26 August 2016

NIST on Deidentification

The draft NIST Special Publication 800-188 De-Identifying Government Datasets [PDF] by Simson L. Garfinkel comments
De-identification removes identifying information from a dataset so that the remaining data cannot be linked with specific individuals. Government agencies can use de-identification to reduce the privacy risk associated with collecting, processing, archiving, distributing or publishing government data. Previously NIST published NISTIR 8053, “De-Identifying Personal Data,” which provided a survey of de-identification and re-identification techniques. This document provides specific guidance to government agencies that wish to use de-identification. Before using de-identification, agencies should evaluate their goals in using de-identification and the potential risks that de-identification might create. Agencies should decide upon a de-identification release model, such as publishing de-identified data, publishing synthetic data based on identified data, and providing a query interface to identified data that incorporates de-identification. Agencies can use a Disclosure Review Board to oversee the process of de-identification; they can also adopt a de-identification standard with measurable performance levels. Several specific techniques for de-identification are available, including de-identification by removing identifiers and transforming quasi-identifiers and the use of formal de-identification models that rely upon Differential Privacy. De-identification is typically performed with software tools which may h ave multiple features; however, not all tools that mask personal information provide sufficient functionality for performing de-identification. This document also includes an extensive list of references, a glossary, and a list of specific de-identification tools, although the mention of these tools is only to be used to convey the range of tools currently available, and is not intended to imply recommendation or endorsement by NIST.
The document goes on to state
The US Government collects, maintains, and uses many kinds of datasets. Every federal agency creates and maintains internal datasets that are vital for fulfilling its mission, such as delivering services to taxpayers or ensuring regulatory compliance. Federal agencies can use de-identification to make government datasets available while protecting the privacy of the individuals whose data are contained within those datasets.

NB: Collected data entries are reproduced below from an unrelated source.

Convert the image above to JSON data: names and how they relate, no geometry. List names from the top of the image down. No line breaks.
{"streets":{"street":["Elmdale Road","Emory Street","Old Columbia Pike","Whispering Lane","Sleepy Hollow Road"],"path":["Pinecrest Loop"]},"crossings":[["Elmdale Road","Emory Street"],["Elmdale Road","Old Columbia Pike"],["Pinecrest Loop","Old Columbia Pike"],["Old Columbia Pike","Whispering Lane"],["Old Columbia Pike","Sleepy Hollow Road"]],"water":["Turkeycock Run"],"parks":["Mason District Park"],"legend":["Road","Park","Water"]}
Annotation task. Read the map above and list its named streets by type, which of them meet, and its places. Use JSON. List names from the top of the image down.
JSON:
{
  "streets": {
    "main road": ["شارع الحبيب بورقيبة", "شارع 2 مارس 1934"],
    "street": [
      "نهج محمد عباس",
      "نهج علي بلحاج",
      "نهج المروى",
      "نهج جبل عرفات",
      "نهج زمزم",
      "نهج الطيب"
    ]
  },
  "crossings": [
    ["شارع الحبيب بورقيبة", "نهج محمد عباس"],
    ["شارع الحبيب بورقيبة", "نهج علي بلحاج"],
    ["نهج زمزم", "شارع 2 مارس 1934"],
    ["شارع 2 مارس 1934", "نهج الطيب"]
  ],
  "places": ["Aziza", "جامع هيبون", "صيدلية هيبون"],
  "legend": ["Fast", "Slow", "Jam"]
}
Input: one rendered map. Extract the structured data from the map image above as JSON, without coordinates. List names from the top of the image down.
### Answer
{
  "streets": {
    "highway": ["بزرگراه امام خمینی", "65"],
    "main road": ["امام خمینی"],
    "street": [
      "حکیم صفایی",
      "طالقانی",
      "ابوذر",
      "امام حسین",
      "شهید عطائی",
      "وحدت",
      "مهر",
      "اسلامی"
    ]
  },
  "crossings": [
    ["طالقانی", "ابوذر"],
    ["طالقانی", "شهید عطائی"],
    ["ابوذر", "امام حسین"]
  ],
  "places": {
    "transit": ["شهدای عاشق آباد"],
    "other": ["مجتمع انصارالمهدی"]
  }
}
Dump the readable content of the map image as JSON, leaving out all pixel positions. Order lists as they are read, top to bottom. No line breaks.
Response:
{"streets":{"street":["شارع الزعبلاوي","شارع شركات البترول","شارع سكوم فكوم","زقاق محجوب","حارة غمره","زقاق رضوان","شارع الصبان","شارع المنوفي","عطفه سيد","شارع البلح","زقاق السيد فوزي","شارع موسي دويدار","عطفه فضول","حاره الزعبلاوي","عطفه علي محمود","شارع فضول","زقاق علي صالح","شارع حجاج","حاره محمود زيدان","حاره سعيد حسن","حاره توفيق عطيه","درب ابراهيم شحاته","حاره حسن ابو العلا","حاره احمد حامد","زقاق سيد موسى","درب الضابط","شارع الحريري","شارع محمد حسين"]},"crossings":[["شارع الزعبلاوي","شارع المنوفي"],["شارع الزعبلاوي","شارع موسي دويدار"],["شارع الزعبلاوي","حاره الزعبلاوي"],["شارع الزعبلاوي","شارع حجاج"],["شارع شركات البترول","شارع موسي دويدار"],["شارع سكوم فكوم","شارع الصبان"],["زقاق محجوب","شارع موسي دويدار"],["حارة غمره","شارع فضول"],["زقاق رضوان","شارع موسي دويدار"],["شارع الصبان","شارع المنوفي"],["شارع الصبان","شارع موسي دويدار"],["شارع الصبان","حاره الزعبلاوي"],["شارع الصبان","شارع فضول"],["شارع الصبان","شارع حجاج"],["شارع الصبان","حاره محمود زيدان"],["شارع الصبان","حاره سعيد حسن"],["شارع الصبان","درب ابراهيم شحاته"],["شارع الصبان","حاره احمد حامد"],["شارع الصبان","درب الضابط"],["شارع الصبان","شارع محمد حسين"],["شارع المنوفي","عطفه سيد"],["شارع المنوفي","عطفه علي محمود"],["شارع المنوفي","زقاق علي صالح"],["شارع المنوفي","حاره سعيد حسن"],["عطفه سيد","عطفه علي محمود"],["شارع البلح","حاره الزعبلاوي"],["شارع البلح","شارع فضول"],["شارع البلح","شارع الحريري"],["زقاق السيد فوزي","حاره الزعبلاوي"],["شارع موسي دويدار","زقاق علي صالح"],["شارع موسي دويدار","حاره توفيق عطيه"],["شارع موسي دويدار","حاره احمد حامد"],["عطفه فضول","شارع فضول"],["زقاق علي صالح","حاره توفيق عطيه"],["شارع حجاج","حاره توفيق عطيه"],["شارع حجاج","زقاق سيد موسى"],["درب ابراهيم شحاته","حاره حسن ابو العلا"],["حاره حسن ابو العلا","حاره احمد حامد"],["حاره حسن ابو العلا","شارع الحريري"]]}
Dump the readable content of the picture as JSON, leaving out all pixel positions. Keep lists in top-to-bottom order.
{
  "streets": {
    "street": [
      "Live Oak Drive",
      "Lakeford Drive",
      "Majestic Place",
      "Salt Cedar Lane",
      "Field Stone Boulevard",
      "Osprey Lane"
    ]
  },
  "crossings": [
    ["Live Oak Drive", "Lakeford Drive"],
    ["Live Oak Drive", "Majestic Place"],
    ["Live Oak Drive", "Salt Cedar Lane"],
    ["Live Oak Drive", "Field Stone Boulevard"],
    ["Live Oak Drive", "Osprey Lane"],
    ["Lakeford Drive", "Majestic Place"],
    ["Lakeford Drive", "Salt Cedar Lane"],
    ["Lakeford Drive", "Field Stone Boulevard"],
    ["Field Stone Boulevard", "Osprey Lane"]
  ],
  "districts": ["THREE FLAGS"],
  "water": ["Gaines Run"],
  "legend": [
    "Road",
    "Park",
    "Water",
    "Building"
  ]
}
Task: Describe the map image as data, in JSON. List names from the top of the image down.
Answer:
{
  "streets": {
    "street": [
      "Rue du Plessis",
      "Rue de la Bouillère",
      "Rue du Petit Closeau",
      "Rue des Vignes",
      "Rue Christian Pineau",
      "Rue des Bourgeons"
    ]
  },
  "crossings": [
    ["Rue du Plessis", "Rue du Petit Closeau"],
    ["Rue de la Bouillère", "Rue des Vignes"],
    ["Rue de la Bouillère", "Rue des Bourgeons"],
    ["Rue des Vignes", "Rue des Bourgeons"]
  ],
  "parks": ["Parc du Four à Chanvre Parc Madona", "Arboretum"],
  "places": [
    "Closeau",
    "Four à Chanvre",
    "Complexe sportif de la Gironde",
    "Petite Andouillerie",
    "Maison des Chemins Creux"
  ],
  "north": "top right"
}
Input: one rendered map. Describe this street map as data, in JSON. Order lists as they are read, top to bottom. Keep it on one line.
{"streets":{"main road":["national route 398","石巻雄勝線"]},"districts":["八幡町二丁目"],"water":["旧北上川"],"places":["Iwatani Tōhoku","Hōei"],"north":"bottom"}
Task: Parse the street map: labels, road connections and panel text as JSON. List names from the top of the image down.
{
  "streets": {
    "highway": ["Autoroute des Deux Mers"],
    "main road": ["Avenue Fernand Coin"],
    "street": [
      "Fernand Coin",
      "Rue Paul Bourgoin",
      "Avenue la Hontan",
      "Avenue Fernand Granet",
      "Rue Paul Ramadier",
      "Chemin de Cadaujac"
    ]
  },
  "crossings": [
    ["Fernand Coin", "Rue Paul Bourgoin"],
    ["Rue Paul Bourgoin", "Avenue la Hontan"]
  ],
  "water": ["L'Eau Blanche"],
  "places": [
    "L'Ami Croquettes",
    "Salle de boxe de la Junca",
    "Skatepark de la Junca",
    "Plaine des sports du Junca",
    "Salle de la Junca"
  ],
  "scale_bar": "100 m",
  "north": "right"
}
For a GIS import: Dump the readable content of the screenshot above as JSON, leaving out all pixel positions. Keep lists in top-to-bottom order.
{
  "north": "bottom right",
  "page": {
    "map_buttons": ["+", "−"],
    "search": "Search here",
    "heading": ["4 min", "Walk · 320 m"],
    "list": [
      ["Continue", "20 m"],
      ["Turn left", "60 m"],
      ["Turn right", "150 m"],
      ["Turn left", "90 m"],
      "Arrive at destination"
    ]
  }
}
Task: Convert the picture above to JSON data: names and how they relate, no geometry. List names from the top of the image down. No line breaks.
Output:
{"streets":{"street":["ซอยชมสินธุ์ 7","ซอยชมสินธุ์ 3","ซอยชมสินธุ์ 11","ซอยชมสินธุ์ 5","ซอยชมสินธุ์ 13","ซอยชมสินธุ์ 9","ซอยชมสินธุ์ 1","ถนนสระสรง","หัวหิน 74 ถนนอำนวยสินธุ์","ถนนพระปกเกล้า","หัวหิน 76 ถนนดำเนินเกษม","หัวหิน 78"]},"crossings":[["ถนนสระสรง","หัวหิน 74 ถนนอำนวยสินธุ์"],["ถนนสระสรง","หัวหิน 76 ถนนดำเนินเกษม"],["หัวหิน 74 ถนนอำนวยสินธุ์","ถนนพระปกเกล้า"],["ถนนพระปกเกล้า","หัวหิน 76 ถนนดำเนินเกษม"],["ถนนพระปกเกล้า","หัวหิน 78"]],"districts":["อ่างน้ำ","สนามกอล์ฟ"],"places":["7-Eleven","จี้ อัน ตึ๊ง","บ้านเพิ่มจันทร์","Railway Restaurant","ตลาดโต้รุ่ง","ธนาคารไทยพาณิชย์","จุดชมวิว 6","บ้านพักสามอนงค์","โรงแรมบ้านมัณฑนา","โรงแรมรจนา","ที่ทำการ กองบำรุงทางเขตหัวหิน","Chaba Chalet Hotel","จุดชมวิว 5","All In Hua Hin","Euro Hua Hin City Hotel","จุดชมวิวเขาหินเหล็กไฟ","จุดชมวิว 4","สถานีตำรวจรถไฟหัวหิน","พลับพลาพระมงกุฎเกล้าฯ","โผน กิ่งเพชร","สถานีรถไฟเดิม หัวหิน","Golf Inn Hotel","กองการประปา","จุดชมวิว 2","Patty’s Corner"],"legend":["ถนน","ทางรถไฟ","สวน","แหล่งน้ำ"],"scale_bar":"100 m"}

Increasingly these government datasets are being made available to the public. For the datasets that contain personal information, agencies generally first remove that personal information from the dataset prior to making the datasets publicly available. De-identification is a term used within the US Government to describe the removal of personal information from data that are collected, used, archived, and shared. De-identification is not a single technique, but a collection of approaches, algorithms, and tools that can be applied to different kinds of data with differing levels of effectiveness. In general, the potential risk to privacy posed by a dataset’s release decreases as more aggressive de-identification techniques are employed, but data quality decreases as well.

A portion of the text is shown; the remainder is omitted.